Do tirzepatide and semaglutide have the same side effects?

The most common side effects overlap heavily and are mostly gastrointestinal: nausea, diarrhea, vomiting, constipation, and abdominal discomfort, especially during dose escalation. Both drugs also carry a boxed warning about thyroid C-cell tumors based on rodent studies and are contraindicated in patients with a personal or family history of medullary thyroid carcinoma or MEN 2. Your prescriber can discuss your specific risk profile.

Can I switch from semaglutide to tirzepatide or vice versa?

Switching is a clinical decision that requires evaluation of your current dose, response, side effects, and reason for switching. Patients sometimes switch because of tolerability, plateau in weight loss, insurance changes, or supply issues.
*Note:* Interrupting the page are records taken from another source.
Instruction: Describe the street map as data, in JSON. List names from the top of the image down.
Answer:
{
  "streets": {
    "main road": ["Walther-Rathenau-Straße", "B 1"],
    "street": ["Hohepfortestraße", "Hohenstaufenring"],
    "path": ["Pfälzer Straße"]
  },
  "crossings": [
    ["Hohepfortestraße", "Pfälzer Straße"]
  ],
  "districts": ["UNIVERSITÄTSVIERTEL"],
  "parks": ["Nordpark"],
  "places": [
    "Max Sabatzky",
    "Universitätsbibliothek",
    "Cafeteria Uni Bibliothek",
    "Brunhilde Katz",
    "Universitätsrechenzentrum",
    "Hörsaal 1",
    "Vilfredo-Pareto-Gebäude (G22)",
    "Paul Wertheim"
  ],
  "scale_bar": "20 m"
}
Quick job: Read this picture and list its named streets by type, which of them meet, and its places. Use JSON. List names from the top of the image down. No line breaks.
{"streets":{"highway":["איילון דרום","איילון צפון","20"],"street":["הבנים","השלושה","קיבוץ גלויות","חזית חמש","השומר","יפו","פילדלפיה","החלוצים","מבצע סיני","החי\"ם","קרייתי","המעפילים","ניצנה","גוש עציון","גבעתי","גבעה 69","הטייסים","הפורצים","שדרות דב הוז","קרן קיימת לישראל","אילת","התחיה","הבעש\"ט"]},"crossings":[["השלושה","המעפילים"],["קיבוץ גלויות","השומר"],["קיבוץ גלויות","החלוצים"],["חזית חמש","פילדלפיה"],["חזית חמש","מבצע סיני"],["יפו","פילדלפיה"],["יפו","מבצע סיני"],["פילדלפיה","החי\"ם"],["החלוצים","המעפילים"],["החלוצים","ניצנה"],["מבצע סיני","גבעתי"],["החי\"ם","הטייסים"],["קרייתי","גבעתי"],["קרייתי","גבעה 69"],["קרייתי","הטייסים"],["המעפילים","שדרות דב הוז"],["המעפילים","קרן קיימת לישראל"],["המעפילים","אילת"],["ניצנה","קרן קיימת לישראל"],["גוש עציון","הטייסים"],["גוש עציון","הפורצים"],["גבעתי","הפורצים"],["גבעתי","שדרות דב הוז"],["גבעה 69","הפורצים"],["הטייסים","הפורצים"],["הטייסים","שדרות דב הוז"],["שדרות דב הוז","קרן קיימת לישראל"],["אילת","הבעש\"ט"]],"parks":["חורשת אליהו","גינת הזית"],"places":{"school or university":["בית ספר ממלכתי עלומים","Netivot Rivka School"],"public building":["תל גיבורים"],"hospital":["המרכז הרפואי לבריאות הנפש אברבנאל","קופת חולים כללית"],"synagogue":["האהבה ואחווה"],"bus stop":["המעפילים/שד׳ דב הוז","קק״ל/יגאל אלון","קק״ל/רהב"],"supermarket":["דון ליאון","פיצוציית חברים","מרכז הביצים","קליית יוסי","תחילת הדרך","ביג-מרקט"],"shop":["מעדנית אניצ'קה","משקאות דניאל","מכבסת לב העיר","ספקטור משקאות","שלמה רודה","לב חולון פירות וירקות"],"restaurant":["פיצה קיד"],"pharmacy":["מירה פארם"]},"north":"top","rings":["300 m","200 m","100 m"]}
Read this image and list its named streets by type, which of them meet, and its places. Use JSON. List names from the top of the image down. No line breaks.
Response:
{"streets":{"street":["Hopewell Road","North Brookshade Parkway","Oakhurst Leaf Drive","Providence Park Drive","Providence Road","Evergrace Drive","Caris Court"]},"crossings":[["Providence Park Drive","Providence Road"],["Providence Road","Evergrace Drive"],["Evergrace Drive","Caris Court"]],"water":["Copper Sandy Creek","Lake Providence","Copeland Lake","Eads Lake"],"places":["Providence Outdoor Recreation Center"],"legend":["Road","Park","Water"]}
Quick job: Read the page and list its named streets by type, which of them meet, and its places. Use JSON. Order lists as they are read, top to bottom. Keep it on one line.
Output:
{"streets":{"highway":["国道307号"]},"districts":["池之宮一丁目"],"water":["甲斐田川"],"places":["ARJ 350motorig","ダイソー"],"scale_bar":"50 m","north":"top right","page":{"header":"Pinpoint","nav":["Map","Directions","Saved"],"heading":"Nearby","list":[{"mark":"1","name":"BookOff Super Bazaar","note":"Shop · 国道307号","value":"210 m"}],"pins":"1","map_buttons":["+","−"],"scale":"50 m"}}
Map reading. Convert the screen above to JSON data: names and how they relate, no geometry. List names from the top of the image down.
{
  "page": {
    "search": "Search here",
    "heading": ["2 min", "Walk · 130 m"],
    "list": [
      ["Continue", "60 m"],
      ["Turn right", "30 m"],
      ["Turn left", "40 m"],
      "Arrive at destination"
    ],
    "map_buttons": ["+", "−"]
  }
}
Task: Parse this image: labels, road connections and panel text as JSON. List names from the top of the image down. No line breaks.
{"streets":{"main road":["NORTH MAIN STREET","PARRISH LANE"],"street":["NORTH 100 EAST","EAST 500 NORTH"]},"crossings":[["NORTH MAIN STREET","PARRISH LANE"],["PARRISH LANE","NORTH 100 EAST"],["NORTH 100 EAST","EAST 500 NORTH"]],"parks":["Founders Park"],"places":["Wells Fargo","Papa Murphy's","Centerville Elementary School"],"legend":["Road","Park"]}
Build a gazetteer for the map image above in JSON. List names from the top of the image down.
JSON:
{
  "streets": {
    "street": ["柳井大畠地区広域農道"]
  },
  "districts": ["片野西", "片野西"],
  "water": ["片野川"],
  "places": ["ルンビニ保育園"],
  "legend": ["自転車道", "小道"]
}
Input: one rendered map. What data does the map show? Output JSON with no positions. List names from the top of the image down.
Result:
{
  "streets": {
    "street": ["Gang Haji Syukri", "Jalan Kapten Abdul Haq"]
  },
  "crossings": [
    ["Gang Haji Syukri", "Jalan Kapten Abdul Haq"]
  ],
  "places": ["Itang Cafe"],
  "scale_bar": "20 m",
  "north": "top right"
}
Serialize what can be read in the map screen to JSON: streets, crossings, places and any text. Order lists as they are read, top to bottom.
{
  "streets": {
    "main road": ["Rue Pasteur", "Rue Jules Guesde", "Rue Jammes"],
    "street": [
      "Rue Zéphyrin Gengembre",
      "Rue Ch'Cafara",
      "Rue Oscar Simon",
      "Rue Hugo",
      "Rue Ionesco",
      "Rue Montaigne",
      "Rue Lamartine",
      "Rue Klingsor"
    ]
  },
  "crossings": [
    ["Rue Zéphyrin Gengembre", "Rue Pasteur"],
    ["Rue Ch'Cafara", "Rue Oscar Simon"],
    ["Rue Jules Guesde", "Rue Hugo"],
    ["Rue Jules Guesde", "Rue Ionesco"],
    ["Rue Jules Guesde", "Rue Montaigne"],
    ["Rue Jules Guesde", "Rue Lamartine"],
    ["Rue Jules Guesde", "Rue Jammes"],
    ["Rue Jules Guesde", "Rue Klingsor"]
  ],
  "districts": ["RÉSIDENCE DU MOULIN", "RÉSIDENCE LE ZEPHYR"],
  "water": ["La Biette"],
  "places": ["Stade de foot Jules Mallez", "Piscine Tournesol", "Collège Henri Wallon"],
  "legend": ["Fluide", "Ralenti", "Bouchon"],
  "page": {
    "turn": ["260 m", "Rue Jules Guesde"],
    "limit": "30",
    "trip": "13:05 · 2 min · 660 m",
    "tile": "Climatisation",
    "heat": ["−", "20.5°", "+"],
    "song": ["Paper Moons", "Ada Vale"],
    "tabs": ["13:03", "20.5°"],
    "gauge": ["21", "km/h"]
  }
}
Only a licensed prescriber can determine an appropriate transition schedule. Do not change medications on your own without medical guidance.

Is one drug safer than the other for the heart?

Semaglutide has more mature cardiovascular outcome data. The SELECT trial supported an FDA label expansion for Wegovy to include cardiovascular risk reduction in specific patient groups. Tirzepatide cardiovascular outcome data from SURPASS-CVOT is still maturing, and tirzepatide does not currently have an equivalent cardiovascular risk reduction indication. Your prescriber will weigh this in cases where heart protection is a primary goal.

Are compounded versions equivalent to brand-name tirzepatide or semaglutide?

No. Compounded semaglutide and compounded tirzepatide are not FDA-approved as finished products. They are prepared by licensed pharmacies under different regulatory rules than the FDA-approved brand drugs. The FDA has issued warnings about adverse events and dosing errors with some compounded GLP-1 products. Discuss any compounded option with your prescriber before starting.

Which brand contains tirzepatide and which contains semaglutide?

Tirzepatide is the active ingredient in Mounjaro (type 2 diabetes) and Zepbound (chronic weight management and a newer obstructive sleep apnea indication). Semaglutide is the active ingredient in Ozempic (type 2 diabetes), Rybelsus (oral type 2 diabetes), and Wegovy (chronic weight management, including a cardiovascular risk reduction indication in specific groups).